[RECORDS PROVIDED Boundary: Start]

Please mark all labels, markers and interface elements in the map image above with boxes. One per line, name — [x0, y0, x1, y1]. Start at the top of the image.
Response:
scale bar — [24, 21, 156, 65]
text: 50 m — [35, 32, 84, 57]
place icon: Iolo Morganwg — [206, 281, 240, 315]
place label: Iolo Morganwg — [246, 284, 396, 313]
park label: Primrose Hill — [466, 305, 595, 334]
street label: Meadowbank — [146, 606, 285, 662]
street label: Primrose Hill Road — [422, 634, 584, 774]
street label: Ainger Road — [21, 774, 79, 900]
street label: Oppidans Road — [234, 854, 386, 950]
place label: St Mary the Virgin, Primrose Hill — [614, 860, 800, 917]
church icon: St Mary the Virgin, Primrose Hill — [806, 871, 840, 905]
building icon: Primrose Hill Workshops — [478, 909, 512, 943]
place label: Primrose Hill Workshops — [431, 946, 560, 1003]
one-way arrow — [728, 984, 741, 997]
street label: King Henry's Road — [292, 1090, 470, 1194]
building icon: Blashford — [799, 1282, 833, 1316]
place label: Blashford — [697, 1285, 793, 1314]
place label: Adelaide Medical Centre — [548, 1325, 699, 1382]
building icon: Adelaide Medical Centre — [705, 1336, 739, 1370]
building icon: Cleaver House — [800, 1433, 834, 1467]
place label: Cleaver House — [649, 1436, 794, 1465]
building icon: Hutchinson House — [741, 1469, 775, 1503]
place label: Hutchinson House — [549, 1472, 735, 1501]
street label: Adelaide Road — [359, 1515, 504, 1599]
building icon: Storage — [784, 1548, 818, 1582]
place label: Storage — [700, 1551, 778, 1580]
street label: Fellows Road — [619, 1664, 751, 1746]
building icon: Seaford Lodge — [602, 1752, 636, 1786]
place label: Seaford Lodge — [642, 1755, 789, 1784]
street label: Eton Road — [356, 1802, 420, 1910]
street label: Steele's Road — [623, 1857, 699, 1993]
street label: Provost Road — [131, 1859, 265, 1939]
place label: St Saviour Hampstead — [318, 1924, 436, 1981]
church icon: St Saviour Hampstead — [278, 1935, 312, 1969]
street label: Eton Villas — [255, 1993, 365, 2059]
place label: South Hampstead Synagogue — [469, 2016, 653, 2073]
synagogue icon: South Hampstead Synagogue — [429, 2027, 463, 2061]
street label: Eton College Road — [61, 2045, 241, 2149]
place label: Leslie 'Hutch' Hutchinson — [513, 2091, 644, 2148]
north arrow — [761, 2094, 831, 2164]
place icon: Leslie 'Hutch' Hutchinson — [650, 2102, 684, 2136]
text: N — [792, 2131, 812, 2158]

[RECORDS PROVIDED Boundary: End]

TASK REQUIREMENTS:
What you return must be the entries, given again word for word.

TASK RESPONSE:
Please mark all labels, markers and interface elements in the map image above with boxes. One per line, name — [x0, y0, x1, y1]. Start at the top of the image.
Response:
scale bar — [24, 21, 156, 65]
text: 50 m — [35, 32, 84, 57]
place icon: Iolo Morganwg — [206, 281, 240, 315]
place label: Iolo Morganwg — [246, 284, 396, 313]
park label: Primrose Hill — [466, 305, 595, 334]
street label: Meadowbank — [146, 606, 285, 662]
street label: Primrose Hill Road — [422, 634, 584, 774]
street label: Ainger Road — [21, 774, 79, 900]
street label: Oppidans Road — [234, 854, 386, 950]
place label: St Mary the Virgin, Primrose Hill — [614, 860, 800, 917]
church icon: St Mary the Virgin, Primrose Hill — [806, 871, 840, 905]
building icon: Primrose Hill Workshops — [478, 909, 512, 943]
place label: Primrose Hill Workshops — [431, 946, 560, 1003]
one-way arrow — [728, 984, 741, 997]
street label: King Henry's Road — [292, 1090, 470, 1194]
building icon: Blashford — [799, 1282, 833, 1316]
place label: Blashford — [697, 1285, 793, 1314]
place label: Adelaide Medical Centre — [548, 1325, 699, 1382]
building icon: Adelaide Medical Centre — [705, 1336, 739, 1370]
building icon: Cleaver House — [800, 1433, 834, 1467]
place label: Cleaver House — [649, 1436, 794, 1465]
building icon: Hutchinson House — [741, 1469, 775, 1503]
place label: Hutchinson House — [549, 1472, 735, 1501]
street label: Adelaide Road — [359, 1515, 504, 1599]
building icon: Storage — [784, 1548, 818, 1582]
place label: Storage — [700, 1551, 778, 1580]
street label: Fellows Road — [619, 1664, 751, 1746]
building icon: Seaford Lodge — [602, 1752, 636, 1786]
place label: Seaford Lodge — [642, 1755, 789, 1784]
street label: Eton Road — [356, 1802, 420, 1910]
street label: Steele's Road — [623, 1857, 699, 1993]
street label: Provost Road — [131, 1859, 265, 1939]
place label: St Saviour Hampstead — [318, 1924, 436, 1981]
church icon: St Saviour Hampstead — [278, 1935, 312, 1969]
street label: Eton Villas — [255, 1993, 365, 2059]
place label: South Hampstead Synagogue — [469, 2016, 653, 2073]
synagogue icon: South Hampstead Synagogue — [429, 2027, 463, 2061]
street label: Eton College Road — [61, 2045, 241, 2149]
place label: Leslie 'Hutch' Hutchinson — [513, 2091, 644, 2148]
north arrow — [761, 2094, 831, 2164]
place icon: Leslie 'Hutch' Hutchinson — [650, 2102, 684, 2136]
text: N — [792, 2131, 812, 2158]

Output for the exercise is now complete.